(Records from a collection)
┄┄┄┄┄┄

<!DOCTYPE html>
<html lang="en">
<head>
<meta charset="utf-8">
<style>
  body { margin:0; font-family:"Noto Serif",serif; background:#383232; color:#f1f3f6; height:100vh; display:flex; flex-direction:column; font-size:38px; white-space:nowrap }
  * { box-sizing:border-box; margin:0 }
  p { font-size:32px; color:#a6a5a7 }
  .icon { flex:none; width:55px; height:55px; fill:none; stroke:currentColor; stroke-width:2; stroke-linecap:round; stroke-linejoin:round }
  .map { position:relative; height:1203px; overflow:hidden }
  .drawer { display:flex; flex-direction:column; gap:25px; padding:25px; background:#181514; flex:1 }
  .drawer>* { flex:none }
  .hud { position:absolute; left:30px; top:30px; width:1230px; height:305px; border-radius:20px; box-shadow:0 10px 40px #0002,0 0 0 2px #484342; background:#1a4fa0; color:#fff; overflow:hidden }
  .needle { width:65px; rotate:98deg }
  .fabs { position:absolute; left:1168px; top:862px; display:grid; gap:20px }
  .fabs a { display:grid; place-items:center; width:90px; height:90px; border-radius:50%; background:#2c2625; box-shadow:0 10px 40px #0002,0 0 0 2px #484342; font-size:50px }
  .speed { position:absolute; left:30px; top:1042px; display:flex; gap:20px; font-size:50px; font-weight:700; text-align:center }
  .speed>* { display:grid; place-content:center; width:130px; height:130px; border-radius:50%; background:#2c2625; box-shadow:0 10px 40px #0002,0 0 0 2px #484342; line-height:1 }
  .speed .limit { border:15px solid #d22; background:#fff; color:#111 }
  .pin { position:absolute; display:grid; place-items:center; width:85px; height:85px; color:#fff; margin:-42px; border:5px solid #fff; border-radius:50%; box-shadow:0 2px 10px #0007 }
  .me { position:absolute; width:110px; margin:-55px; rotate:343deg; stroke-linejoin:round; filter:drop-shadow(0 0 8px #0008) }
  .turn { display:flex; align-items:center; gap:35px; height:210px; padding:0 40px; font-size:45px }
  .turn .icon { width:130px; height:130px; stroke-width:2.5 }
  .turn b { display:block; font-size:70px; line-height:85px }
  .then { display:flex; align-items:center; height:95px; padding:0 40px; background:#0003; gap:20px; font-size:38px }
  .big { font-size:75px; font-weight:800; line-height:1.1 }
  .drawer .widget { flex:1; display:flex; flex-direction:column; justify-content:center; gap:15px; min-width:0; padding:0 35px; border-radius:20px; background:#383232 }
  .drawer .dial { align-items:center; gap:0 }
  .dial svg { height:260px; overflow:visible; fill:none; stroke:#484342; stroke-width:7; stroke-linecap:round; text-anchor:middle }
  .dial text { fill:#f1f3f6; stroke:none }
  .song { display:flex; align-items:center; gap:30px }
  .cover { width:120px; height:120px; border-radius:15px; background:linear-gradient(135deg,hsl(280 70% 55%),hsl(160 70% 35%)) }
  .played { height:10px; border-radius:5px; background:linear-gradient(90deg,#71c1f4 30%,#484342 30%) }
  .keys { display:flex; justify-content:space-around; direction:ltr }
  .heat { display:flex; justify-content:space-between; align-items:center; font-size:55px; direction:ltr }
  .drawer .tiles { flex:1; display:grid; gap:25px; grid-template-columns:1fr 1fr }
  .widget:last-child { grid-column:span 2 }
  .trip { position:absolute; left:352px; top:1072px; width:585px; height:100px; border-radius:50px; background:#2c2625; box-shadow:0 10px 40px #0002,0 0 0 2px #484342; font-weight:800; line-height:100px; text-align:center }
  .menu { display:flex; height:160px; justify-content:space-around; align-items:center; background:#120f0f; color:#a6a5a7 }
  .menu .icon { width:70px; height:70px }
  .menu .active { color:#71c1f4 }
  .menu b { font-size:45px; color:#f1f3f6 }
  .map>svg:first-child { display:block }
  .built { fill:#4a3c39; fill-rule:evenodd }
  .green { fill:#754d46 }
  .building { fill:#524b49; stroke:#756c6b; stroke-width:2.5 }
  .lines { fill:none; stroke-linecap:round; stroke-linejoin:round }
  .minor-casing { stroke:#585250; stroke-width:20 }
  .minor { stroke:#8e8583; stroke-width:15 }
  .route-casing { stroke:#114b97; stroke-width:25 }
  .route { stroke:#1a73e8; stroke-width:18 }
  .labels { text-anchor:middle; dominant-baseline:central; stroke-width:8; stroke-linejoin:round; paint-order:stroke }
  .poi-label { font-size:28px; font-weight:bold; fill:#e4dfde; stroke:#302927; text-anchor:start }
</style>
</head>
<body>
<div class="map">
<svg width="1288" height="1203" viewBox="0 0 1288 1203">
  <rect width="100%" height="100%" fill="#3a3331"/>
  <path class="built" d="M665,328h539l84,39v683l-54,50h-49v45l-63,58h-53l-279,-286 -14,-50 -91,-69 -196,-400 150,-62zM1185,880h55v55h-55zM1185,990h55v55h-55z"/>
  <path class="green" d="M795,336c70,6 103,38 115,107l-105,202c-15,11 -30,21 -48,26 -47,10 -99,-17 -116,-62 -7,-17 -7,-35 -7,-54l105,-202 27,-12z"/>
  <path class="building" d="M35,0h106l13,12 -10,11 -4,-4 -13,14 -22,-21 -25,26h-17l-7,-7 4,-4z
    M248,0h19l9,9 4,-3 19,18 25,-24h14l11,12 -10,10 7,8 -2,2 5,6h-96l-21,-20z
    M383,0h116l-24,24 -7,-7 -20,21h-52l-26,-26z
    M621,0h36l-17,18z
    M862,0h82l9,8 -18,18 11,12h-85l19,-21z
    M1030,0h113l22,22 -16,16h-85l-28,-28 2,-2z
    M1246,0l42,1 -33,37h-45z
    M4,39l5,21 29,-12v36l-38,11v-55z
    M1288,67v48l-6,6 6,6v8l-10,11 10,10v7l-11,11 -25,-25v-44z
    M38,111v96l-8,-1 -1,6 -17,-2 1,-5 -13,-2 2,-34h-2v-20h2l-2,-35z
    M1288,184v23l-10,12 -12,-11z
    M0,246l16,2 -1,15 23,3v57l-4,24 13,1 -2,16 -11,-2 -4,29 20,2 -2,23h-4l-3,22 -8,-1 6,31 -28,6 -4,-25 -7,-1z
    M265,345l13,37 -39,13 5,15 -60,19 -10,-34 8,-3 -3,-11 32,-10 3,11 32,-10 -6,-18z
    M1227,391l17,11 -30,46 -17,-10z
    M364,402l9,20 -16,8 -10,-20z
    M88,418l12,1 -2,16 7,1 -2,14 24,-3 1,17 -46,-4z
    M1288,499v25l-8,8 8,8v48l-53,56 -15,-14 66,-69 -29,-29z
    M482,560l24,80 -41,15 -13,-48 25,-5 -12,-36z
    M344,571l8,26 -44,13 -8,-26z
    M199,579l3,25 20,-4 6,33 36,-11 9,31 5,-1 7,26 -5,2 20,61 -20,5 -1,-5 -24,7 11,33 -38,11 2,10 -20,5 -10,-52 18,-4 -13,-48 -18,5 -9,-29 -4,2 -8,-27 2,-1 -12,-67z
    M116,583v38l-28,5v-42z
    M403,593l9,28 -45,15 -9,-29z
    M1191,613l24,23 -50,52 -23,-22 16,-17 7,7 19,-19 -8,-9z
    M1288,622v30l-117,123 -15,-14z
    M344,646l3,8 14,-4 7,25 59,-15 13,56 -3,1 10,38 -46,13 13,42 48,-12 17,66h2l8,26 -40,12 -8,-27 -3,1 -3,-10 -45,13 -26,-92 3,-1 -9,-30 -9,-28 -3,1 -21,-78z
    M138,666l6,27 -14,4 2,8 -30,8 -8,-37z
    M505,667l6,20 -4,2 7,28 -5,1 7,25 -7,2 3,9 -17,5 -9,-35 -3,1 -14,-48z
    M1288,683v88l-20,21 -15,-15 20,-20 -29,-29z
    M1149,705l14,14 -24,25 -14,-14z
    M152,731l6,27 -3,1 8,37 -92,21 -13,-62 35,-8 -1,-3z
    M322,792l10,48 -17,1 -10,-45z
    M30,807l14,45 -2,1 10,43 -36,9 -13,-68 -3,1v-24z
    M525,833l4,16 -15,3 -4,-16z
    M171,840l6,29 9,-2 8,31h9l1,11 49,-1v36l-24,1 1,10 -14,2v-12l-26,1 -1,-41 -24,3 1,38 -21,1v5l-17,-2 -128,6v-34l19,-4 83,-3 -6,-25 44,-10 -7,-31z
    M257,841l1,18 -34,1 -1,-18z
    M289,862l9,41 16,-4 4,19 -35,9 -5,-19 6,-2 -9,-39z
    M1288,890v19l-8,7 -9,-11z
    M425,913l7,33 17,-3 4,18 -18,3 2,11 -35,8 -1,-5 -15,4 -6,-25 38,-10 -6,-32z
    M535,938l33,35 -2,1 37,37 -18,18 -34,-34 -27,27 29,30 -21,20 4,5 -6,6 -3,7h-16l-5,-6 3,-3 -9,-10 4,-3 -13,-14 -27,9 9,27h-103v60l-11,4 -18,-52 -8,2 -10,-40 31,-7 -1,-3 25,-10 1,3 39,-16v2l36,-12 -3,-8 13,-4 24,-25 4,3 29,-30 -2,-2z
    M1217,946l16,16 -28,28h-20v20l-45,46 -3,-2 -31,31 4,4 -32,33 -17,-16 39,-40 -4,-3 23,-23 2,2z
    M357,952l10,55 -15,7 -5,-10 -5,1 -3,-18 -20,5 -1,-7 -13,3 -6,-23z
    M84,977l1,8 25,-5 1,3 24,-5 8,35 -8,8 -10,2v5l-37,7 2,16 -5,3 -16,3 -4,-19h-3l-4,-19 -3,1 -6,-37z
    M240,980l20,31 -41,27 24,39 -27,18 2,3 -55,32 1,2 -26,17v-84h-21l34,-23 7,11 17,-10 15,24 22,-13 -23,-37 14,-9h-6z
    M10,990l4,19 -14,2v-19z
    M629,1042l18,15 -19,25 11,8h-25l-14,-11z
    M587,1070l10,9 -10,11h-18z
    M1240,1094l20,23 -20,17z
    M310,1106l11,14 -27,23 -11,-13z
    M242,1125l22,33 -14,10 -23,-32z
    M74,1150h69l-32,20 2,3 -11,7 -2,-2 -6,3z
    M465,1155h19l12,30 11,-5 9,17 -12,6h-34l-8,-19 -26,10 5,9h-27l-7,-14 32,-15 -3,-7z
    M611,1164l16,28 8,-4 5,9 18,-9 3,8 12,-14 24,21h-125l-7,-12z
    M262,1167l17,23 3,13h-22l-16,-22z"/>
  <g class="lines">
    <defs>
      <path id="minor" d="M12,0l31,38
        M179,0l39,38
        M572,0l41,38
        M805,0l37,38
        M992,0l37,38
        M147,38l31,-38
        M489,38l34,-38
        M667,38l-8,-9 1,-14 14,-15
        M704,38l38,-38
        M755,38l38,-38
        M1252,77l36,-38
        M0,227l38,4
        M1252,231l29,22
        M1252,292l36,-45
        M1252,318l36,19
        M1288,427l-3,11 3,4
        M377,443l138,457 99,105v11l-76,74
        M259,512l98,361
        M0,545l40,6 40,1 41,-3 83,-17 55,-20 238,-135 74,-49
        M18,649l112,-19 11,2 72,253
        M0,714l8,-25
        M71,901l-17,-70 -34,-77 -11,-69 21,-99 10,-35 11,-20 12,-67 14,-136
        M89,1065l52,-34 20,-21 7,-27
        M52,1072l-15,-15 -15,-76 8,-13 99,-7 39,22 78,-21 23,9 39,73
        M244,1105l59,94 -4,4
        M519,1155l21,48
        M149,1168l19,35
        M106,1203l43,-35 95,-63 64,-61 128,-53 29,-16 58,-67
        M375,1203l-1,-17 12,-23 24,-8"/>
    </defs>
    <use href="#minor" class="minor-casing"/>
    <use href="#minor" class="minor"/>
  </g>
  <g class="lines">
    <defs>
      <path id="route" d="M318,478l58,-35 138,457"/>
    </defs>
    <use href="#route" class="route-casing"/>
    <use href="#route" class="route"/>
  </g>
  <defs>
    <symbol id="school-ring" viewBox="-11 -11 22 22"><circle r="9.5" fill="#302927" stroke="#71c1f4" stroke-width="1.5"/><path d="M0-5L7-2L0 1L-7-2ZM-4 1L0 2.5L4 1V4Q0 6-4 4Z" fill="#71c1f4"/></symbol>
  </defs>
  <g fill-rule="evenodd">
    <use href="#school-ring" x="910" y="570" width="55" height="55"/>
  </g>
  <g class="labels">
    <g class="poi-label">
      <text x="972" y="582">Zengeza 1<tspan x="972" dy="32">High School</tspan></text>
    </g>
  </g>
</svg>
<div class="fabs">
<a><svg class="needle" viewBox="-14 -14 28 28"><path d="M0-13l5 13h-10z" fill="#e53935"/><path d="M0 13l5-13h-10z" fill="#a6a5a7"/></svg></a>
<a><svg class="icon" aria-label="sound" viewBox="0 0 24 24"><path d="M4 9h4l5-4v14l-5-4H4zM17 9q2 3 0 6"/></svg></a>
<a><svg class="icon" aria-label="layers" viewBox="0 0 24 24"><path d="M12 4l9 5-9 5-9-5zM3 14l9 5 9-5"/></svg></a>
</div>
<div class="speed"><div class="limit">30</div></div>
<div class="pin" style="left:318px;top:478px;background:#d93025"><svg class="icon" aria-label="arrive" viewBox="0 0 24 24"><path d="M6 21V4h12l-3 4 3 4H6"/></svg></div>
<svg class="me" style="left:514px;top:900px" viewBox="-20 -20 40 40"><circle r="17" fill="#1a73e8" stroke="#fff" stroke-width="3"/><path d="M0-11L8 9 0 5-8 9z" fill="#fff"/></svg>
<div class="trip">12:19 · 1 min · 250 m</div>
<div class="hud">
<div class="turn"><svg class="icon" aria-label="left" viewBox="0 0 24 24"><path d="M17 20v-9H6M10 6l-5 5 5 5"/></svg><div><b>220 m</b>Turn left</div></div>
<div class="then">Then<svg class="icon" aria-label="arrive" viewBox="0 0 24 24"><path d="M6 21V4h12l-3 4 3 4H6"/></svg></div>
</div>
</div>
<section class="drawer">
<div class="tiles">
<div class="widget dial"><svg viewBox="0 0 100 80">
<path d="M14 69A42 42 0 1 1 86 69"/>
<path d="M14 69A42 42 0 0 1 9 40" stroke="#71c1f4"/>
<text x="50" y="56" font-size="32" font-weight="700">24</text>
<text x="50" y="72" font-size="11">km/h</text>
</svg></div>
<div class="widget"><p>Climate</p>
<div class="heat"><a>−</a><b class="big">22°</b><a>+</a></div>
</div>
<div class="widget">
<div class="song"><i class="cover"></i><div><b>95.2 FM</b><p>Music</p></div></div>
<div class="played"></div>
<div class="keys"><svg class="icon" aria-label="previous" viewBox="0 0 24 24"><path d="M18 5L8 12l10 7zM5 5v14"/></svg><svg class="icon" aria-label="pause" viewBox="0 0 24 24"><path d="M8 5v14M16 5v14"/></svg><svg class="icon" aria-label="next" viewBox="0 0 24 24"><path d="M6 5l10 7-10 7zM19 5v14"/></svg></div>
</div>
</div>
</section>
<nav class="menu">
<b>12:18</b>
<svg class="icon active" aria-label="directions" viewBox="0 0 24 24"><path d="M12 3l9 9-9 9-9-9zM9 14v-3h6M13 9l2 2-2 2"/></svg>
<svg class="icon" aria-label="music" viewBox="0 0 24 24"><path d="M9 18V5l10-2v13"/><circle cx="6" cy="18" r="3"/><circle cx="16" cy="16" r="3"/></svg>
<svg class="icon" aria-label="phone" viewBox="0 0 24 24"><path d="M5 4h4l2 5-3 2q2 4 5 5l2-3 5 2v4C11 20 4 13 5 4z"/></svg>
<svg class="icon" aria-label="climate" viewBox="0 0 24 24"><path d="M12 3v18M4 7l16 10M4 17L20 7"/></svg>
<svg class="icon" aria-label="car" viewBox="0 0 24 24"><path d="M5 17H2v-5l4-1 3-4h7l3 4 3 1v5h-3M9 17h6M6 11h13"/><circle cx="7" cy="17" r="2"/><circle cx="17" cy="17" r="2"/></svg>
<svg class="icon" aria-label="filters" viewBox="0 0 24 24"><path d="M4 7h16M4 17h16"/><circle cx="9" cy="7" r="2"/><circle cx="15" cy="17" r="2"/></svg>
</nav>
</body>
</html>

┄┄┄┄┄┄

## Exercise directions
When the line containing "position:absolute; width:110px; margin:-55px;" is reached, include it and stop. Until then, output each line of the entries exactly as given, starting from the first.

## Problem solution
<!DOCTYPE html>
<html lang="en">
<head>
<meta charset="utf-8">
<style>
  body { margin:0; font-family:"Noto Serif",serif; background:#383232; color:#f1f3f6; height:100vh; display:flex; flex-direction:column; font-size:38px; white-space:nowrap }
  * { box-sizing:border-box; margin:0 }
  p { font-size:32px; color:#a6a5a7 }
  .icon { flex:none; width:55px; height:55px; fill:none; stroke:currentColor; stroke-width:2; stroke-linecap:round; stroke-linejoin:round }
  .map { position:relative; height:1203px; overflow:hidden }
  .drawer { display:flex; flex-direction:column; gap:25px; padding:25px; background:#181514; flex:1 }
  .drawer>* { flex:none }
  .hud { position:absolute; left:30px; top:30px; width:1230px; height:305px; border-radius:20px; box-shadow:0 10px 40px #0002,0 0 0 2px #484342; background:#1a4fa0; color:#fff; overflow:hidden }
  .needle { width:65px; rotate:98deg }
  .fabs { position:absolute; left:1168px; top:862px; display:grid; gap:20px }
  .fabs a { display:grid; place-items:center; width:90px; height:90px; border-radius:50%; background:#2c2625; box-shadow:0 10px 40px #0002,0 0 0 2px #484342; font-size:50px }
  .speed { position:absolute; left:30px; top:1042px; display:flex; gap:20px; font-size:50px; font-weight:700; text-align:center }
  .speed>* { display:grid; place-content:center; width:130px; height:130px; border-radius:50%; background:#2c2625; box-shadow:0 10px 40px #0002,0 0 0 2px #484342; line-height:1 }
  .speed .limit { border:15px solid #d22; background:#fff; color:#111 }
  .pin { position:absolute; display:grid; place-items:center; width:85px; height:85px; color:#fff; margin:-42px; border:5px solid #fff; border-radius:50%; box-shadow:0 2px 10px #0007 }
  .me { position:absolute; width:110px; margin:-55px; rotate:343deg; stroke-linejoin:round; filter:drop-shadow(0 0 8px #0008) }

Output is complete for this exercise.